= Exercise aim =
Do any lines in the data below contain "inset"? If so, copy every one of them.

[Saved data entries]
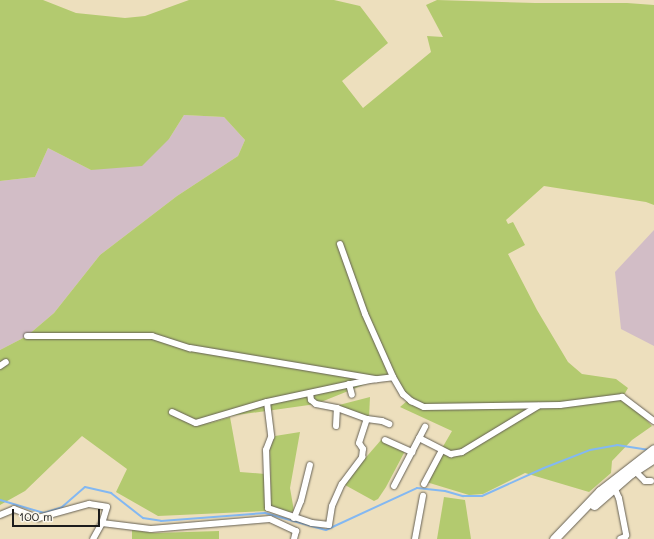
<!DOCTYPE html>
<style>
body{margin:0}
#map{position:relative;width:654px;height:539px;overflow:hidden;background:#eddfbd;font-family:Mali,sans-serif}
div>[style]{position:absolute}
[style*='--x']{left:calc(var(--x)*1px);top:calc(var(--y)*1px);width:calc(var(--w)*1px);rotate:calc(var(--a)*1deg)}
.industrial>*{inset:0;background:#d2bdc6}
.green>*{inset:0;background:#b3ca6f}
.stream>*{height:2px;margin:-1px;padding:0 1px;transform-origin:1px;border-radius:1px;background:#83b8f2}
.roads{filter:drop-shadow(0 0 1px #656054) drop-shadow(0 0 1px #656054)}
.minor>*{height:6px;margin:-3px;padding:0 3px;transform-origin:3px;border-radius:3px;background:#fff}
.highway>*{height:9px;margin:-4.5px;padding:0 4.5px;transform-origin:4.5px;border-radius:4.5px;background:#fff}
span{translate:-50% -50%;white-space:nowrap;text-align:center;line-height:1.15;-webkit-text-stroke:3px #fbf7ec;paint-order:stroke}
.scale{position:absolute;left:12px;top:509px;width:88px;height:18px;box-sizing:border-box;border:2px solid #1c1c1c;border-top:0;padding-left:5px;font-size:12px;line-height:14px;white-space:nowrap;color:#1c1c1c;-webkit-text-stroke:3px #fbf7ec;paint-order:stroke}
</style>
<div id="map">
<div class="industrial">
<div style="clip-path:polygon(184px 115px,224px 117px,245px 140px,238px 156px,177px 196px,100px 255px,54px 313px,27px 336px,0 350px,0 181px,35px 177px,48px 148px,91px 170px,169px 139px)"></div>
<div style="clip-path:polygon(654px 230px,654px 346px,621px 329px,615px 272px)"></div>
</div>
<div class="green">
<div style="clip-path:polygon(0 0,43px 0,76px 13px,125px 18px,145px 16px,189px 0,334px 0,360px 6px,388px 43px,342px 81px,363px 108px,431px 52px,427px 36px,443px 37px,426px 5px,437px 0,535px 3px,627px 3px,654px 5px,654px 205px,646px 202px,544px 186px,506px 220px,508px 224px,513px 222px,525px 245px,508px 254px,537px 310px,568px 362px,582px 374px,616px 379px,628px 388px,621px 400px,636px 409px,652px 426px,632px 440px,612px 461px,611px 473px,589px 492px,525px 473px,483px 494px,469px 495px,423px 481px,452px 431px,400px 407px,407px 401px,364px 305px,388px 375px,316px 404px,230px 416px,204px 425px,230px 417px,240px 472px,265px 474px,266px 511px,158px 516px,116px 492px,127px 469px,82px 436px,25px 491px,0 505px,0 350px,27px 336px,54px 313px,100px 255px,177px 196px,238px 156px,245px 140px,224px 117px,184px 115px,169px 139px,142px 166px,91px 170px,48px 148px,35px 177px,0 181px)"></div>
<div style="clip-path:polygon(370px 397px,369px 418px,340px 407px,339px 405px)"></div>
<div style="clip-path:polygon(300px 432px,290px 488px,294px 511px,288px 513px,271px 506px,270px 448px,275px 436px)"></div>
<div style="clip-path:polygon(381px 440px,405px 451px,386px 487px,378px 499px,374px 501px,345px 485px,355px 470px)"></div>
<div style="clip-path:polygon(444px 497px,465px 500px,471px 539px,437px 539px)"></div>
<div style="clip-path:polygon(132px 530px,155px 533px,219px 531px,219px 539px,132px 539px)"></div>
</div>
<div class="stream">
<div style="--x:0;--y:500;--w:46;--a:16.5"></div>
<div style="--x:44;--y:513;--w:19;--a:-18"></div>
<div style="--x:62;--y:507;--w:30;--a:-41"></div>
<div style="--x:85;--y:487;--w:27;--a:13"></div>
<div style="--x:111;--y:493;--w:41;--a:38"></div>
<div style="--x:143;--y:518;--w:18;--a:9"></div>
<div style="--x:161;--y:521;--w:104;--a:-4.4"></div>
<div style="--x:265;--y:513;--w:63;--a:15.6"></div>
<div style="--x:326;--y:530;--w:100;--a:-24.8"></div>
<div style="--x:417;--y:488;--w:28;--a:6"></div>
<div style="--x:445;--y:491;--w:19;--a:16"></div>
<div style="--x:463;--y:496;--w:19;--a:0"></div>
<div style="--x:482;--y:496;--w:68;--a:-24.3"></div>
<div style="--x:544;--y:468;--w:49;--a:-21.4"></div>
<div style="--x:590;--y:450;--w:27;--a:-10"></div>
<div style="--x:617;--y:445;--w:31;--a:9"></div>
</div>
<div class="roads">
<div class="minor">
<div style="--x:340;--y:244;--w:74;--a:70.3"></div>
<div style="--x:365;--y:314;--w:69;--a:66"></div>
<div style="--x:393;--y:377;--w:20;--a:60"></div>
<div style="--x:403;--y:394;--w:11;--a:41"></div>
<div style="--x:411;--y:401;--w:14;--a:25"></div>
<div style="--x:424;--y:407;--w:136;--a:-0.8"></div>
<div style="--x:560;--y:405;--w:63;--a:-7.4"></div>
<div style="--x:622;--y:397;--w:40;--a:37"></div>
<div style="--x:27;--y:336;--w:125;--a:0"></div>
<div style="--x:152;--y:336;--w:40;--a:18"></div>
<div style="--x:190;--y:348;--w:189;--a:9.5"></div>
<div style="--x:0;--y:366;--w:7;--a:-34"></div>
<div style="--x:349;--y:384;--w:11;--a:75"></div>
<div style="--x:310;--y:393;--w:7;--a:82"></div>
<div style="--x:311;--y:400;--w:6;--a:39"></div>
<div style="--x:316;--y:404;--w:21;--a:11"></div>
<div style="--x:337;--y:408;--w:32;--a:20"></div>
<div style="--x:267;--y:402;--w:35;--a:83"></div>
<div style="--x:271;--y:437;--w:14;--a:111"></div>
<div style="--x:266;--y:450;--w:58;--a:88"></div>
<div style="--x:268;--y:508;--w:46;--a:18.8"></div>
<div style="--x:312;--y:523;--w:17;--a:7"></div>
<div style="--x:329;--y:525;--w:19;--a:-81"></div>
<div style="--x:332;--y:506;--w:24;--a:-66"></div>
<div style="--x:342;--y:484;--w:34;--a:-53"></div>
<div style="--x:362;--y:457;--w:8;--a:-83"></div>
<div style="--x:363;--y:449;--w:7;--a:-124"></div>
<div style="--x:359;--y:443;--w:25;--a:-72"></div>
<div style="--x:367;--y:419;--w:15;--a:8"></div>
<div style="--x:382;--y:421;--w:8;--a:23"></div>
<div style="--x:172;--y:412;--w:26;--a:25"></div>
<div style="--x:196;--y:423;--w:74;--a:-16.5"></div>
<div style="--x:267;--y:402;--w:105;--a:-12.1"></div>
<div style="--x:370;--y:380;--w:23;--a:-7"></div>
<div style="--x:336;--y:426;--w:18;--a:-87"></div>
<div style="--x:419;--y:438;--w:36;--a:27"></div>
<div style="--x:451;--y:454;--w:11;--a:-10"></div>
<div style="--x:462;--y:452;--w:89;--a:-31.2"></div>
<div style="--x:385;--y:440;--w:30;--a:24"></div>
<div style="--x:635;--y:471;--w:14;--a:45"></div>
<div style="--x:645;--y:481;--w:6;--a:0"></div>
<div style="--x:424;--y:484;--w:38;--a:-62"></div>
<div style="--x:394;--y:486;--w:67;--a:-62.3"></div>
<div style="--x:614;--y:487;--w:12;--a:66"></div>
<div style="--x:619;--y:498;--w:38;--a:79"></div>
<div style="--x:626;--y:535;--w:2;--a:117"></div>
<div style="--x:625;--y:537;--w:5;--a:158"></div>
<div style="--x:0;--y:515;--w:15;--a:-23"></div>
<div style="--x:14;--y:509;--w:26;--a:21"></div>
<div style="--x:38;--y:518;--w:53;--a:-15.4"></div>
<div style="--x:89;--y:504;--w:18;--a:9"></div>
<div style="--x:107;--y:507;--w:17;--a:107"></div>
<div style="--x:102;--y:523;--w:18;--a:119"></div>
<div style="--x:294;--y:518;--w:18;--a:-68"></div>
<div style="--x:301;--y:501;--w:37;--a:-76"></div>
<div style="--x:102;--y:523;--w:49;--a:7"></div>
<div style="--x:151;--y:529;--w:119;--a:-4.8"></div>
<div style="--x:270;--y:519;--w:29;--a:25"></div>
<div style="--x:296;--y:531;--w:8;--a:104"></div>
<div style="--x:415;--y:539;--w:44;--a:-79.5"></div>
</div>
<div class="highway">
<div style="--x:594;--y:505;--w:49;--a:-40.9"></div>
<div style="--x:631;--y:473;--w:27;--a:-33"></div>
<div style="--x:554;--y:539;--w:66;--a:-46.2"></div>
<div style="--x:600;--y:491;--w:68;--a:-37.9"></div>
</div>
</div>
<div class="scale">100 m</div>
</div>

= Reply to the task =
.industrial>*{inset:0;background:#d2bdc6}
.green>*{inset:0;background:#b3ca6f}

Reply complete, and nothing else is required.